The picture above pretty much says it all, but I'm going to summarize the plot anyway, just because it's fun. Unlike my usual bullshit summaries, I am not going to exaggerate any details, because I don't have to in order to make them funny, although I will omit some sub-plots and other minor elements.

COMPLETE SPOILERS AHEAD:

  • In a gray, decaying industrial zone of London, a bunch of downtrodden factory workers lumbers out of their mill. They have obviously challenged life and lost.

  • Meanwhile, in the toney West End, a joyful group of gaily-dressed youth in white face (see above) motors through the heart of town in a jeep. They are "ragging", a technique used by young people at the time to collect for charities.

  • Back in the industrial area, one of the factory workers waits for his colleagues to disperse. When he's alone, he looks about furtively and walks over to where he has parked his Rolls Royce convertible. He drives home to his enormous and posh studio, where he proceeds to photograph a lifeless, deadpan model for some time.

  • Then the photographer heads out to an antique store in a different neighborhood, where he buys a gargantuan airplane propeller, and debates buying the entire shop. He thinks it's a good location for an antique store because he's seen "fags with poodles" in the neighborhood.

  • While he is waiting for something at the antique store, he wanders into a nearby park and photographs a couple talking. The woman spots him taking pictures, catches up with him, insists that he give her the film, and bites his hand when he refuses. He continues to refuse, because there are other pictures on the roll which do not concern the woman, but he says he will return her pictures to her later.

  • He drives off to have lunch with his friend/agent/editor. He orders a meal. He looks outside the restaurant and sees a man fiddling with the trunk of his Rolls. He goes outside, checks the trunk, finds nothing and drives home. (1) The agent is left in the restaurant with two meals and no explanation for the photographer's disappearance. (2) The mysterious trunk man is never shown again. (3) There is nothing wrong with the trunk, and it is never discussed again. This scene is either surreal or hilariously inept, because the mysterious man first comes to the window of the restaurant to see if the photographer is occupied. Then, when he sees the photographer looking right at him and coming after him, he heads straight to the trunk of the photographer's car and acts mysterious. Yeah that makes sense. I wonder what he would have done if the photographer had NOT noticed him.
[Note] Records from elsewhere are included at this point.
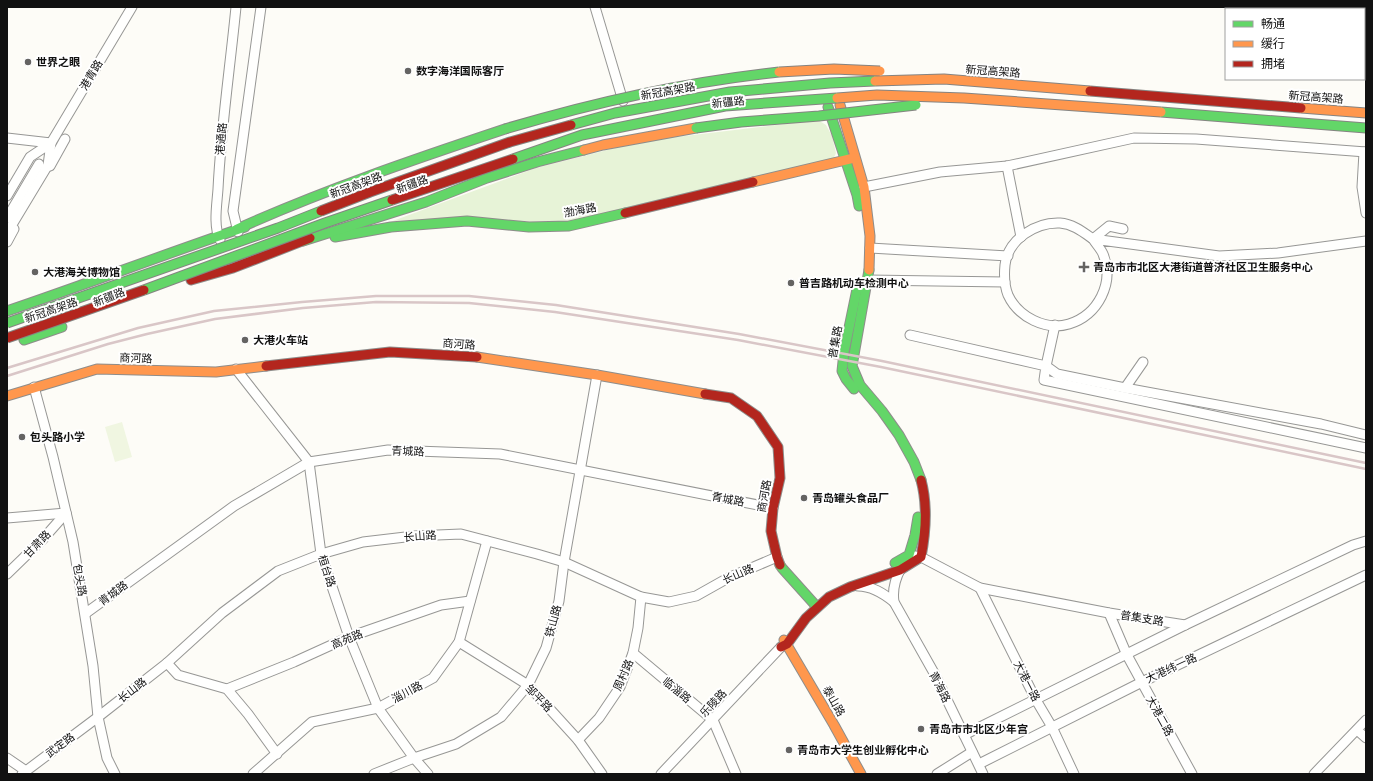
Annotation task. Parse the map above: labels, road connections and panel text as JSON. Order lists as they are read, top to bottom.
{
  "streets": {
    "main road": [
      "新冠高架路",
      "新疆路",
      "渤海路",
      "普集路",
      "商河路",
      "泰山路",
      "乐陵路"
    ],
    "street": [
      "港青路",
      "港通路",
      "青城路",
      "长山路",
      "甘肃路",
      "桓台路",
      "包头路",
      "普集支路",
      "铁山路",
      "高苑路",
      "大港纬一路",
      "周村路",
      "大港一路",
      "青海路",
      "临淄路",
      "淄川路",
      "邹平路",
      "大港二路",
      "武定路"
    ]
  },
  "crossings": [
    ["新疆路", "港通路"],
    ["新疆路", "渤海路"],
    ["新疆路", "普集路"],
    ["渤海路", "普集路"],
    ["普集路", "普集支路"],
    ["普集路", "乐陵路"],
    ["商河路", "青城路"],
    ["商河路", "长山路"],
    ["商河路", "包头路"],
    ["商河路", "铁山路"],
    ["商河路", "乐陵路"],
    ["青城路", "桓台路"],
    ["青城路", "包头路"],
    ["青城路", "铁山路"],
    ["长山路", "桓台路"],
    ["长山路", "包头路"],
    ["长山路", "铁山路"],
    ["长山路", "周村路"],
    ["长山路", "淄川路"],
    ["长山路", "武定路"],
    ["甘肃路", "包头路"],
    ["桓台路", "铁山路"],
    ["桓台路", "高苑路"],
    ["桓台路", "淄川路"],
    ["包头路", "武定路"],
    ["普集支路", "大港一路"],
    ["普集支路", "乐陵路"],
    ["普集支路", "大港二路"],
    ["铁山路", "邹平路"],
    ["高苑路", "淄川路"],
    ["大港纬一路", "大港一路"],
    ["大港纬一路", "青海路"],
    ["大港纬一路", "大港二路"],
    ["周村路", "临淄路"],
    ["周村路", "邹平路"],
    ["青海路", "乐陵路"],
    ["临淄路", "乐陵路"],
    ["淄川路", "邹平路"],
    ["泰山路", "乐陵路"]
  ],
  "places": {
    "other": [
      "世界之眼",
      "数字海洋国际客厅",
      "大港海关博物馆",
      "普吉路机动车检测中心",
      "大港火车站",
      "包头路小学",
      "青岛罐头食品厂",
      "青岛市市北区少年宫",
      "青岛市大学生创业孵化中心"
    ],
    "health": ["青岛市市北区大港街道普济社区卫生服务中心"]
  },
  "legend": ["畅通", "缓行", "拥堵"]
}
  • When he drives home, he is visited by the woman he photographed in the park, even though the park incident happened in another neighborhood, and he never gave the woman his address. She asks for the film. She takes off her blouse. The antique store delivers the propeller. The photographer talks to the topless woman for a while, but she offers no explanation for her intense interest in the film. She is laughing theatrically with her head back and her teeth exposed, seeming to have a good time. Then, in the middle of a good guffaw, she stops laughing, gets up, puts on her blouse, grabs the film and leaves with no explanation for her change of mood.

  • We see that he gave her the wrong roll of film.

  • He develops the correct roll of film, and imagines that he has photographed something important, but he doesn't know what. He takes the developed photos and hangs them throughout his studio, noticing that they tell a story. He SAYS that he's photographed the clues to a murder, though we have no idea precisely why he believes that.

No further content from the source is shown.